3) Spreading your protein intake over the day

Avoiding unbalanced protein distribution such as 0.1 g/kg, 0.4 g/kg, 0.6 g/kg, 0.5 g/kg per meal is crucial.

To determine your protein requirements per meal, divide your total daily protein intake by the number of meals. For example, if your target is 1.6 g/kg/day, you could aim for 0.4 g/kg/meal over four meals or 0.32 g/kg/meal over five meals. 

For most individuals, 0.4 g/kg/meal is sufficient to optimise adaptations to resistance training. However, older or trained individuals may benefit from a slightly higher intake of around 0.5 to 0.6 g/kg/meal. 

 

4) Anabolic window  

True or false? You've probably heard all about the famous post-training snack.

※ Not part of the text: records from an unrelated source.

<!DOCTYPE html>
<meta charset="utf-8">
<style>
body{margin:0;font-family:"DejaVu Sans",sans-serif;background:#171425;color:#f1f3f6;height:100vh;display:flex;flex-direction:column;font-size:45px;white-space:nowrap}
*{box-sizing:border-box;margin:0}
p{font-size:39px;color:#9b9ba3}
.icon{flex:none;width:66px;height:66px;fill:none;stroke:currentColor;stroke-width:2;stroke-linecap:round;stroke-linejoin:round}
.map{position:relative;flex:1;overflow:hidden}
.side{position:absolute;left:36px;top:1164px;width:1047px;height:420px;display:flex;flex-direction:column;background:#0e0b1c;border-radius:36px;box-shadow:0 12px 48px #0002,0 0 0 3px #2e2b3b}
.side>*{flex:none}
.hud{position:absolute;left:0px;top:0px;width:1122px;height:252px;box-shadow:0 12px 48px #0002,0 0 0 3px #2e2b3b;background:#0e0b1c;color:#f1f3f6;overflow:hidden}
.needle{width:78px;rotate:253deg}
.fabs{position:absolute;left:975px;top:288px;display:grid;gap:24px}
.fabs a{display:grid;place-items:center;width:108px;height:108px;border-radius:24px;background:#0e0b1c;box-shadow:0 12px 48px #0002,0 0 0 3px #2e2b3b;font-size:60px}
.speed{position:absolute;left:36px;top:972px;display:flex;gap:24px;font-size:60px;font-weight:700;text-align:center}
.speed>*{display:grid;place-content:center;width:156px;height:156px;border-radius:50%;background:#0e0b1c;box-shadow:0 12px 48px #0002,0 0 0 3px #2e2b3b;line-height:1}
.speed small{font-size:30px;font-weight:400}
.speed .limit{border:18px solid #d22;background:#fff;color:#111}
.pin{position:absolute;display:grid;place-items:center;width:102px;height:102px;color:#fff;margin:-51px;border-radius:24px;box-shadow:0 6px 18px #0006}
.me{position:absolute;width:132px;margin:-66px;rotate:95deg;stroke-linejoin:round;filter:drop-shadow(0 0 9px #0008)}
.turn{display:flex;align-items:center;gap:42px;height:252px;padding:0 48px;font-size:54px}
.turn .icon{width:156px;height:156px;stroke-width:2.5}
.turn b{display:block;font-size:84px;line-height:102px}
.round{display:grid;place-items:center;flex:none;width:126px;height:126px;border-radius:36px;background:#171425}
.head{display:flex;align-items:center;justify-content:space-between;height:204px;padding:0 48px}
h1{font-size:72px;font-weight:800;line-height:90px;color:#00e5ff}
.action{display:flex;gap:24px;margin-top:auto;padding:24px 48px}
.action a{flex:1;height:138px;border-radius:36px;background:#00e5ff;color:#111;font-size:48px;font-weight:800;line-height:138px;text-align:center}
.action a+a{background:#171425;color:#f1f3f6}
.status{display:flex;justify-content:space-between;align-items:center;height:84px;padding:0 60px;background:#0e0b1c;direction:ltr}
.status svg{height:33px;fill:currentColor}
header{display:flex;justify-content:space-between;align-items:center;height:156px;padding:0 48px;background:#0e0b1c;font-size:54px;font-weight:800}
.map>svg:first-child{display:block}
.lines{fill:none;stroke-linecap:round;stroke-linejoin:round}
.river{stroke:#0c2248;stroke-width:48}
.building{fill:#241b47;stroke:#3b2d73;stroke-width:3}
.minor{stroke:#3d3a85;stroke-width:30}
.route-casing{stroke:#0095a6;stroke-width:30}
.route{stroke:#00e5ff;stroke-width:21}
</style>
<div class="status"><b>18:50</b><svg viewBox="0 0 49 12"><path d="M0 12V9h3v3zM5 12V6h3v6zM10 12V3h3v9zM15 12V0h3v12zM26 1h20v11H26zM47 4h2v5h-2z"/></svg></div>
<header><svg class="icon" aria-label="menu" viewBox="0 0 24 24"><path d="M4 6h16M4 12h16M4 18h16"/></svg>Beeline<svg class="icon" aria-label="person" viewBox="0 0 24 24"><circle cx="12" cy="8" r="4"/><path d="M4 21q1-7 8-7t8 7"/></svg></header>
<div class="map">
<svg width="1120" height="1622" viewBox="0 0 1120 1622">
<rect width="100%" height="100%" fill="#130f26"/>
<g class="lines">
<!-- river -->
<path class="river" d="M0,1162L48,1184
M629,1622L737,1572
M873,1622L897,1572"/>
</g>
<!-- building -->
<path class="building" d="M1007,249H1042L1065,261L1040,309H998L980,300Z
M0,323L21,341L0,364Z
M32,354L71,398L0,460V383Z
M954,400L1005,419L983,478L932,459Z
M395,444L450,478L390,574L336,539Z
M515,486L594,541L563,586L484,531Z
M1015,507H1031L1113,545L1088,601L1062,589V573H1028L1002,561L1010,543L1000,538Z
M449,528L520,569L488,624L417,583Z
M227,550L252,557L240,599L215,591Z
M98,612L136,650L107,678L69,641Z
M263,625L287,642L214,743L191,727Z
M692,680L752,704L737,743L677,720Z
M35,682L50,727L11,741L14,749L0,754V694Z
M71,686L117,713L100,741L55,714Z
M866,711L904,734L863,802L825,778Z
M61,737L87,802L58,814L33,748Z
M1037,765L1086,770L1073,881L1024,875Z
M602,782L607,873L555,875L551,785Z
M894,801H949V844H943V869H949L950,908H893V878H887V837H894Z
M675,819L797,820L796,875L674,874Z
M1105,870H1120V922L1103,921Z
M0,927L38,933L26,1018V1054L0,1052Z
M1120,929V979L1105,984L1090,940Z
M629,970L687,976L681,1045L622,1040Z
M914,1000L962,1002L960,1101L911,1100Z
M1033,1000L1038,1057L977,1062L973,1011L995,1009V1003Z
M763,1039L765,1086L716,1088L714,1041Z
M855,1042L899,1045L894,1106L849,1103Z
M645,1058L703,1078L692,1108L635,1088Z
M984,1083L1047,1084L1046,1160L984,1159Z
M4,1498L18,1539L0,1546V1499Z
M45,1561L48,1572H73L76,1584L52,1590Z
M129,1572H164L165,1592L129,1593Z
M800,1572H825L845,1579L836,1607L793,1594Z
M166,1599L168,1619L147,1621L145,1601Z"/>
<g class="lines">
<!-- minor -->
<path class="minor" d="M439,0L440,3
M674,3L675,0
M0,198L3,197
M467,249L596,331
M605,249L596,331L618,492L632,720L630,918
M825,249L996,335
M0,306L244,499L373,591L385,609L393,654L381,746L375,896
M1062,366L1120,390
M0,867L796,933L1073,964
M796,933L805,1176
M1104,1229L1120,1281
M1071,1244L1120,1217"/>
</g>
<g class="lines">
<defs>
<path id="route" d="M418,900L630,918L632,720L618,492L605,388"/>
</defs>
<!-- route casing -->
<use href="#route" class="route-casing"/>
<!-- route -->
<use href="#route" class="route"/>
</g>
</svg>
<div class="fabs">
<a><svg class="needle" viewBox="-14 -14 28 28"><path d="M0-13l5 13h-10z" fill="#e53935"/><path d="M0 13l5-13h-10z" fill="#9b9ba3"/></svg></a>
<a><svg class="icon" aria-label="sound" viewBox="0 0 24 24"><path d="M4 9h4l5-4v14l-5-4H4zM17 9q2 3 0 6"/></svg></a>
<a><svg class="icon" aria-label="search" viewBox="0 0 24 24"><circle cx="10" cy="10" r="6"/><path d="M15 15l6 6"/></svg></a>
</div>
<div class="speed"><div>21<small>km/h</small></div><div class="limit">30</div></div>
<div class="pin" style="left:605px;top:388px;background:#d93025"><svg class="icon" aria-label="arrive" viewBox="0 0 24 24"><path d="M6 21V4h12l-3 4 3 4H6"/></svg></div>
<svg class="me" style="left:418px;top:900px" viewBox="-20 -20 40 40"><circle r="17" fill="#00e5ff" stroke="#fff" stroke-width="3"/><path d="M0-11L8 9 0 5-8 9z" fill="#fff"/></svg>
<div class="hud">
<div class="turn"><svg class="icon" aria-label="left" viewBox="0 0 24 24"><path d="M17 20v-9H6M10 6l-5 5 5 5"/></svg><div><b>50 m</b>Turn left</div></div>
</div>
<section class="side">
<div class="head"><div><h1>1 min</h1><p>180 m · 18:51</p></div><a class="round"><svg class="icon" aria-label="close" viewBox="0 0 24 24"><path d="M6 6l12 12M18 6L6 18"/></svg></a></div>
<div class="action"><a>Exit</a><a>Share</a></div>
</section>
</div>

Answer: It depends! Do you train on an empty stomach? When was your last protein meal? How long have you been training?

If you're training on an empty stomach or if you haven't taken protein for more than 3 hours before your training session, it's recommended that you eat a high-protein snack or meal within an hour. 

5) Protein before bed 

We advise you to have a protein-rich snack before bedtime to help maximise your protein synthesis during this long period without nutrient intake.

A study shows thatngesting protein before sleep increased myofibrillar protein synthesis by 28 % and mitochondrial protein synthesis by 30 %, compared with placebo.

There was no difference between the ingestion of whey or casein protein before sleep in terms of increased myofibrillar and mitochondrial protein synthesis, even though whey induced higher plasma levels of leucine.

Plasma amino acid levels were higher 60 to 90 minutes after ingestion of whey protein compared with casein protein. On the other hand, amino acid levels on awakening were higher after ingestion of casein protein.